[Start of section]
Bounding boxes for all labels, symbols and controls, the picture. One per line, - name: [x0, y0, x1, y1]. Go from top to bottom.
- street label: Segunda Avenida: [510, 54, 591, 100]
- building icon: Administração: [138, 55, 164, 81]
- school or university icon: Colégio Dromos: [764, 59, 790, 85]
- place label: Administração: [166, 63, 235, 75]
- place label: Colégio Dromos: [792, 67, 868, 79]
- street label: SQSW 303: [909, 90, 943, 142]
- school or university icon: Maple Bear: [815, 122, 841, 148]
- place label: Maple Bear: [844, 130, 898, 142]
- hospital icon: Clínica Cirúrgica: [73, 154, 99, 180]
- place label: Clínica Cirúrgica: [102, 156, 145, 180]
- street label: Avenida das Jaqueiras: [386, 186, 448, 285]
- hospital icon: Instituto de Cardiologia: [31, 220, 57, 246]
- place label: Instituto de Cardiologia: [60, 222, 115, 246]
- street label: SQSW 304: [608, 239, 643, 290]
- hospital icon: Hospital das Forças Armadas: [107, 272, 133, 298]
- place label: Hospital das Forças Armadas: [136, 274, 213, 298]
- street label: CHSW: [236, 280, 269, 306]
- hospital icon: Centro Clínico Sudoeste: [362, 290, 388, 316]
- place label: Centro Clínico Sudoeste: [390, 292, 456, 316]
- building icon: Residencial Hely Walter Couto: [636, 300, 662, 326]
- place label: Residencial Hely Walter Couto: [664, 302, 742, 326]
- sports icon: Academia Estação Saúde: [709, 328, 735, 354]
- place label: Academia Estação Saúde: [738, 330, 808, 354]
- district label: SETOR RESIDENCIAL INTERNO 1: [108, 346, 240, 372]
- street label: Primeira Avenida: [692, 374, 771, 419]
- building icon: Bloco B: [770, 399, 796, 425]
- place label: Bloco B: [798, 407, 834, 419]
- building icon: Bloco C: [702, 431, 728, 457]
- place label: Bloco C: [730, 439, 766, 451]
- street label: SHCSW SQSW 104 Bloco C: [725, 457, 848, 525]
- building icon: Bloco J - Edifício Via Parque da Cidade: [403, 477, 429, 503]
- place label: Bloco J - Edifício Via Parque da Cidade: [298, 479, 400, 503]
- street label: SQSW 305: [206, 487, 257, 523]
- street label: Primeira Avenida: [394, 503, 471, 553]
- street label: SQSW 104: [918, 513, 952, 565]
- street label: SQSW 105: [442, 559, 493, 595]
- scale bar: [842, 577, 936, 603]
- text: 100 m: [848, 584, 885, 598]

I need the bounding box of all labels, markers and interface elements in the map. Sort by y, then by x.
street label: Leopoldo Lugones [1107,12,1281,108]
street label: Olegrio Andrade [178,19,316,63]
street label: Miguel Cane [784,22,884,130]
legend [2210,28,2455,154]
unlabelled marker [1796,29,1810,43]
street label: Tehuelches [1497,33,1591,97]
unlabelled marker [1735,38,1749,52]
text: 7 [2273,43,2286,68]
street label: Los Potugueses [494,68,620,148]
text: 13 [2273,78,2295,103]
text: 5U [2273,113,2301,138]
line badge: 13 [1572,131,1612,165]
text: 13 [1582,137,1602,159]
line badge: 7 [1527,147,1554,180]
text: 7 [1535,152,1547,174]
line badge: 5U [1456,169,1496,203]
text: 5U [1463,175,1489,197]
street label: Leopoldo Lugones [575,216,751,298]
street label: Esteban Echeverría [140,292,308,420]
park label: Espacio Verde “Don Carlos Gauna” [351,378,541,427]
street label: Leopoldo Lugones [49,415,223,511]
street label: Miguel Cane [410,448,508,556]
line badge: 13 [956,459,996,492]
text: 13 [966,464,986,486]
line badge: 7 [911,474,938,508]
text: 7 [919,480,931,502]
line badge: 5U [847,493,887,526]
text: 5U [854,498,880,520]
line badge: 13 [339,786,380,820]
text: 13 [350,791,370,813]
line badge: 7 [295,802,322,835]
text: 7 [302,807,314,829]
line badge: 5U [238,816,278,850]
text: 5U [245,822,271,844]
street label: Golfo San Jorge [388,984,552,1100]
[End of section]
EXERCISE INSTRUCTIONS:
Wherever a line of the data above contains "Primeira", copy that line.

ANSWER SPACE:
- street label: Primeira Avenida: [692, 374, 771, 419]
- street label: Primeira Avenida: [394, 503, 471, 553]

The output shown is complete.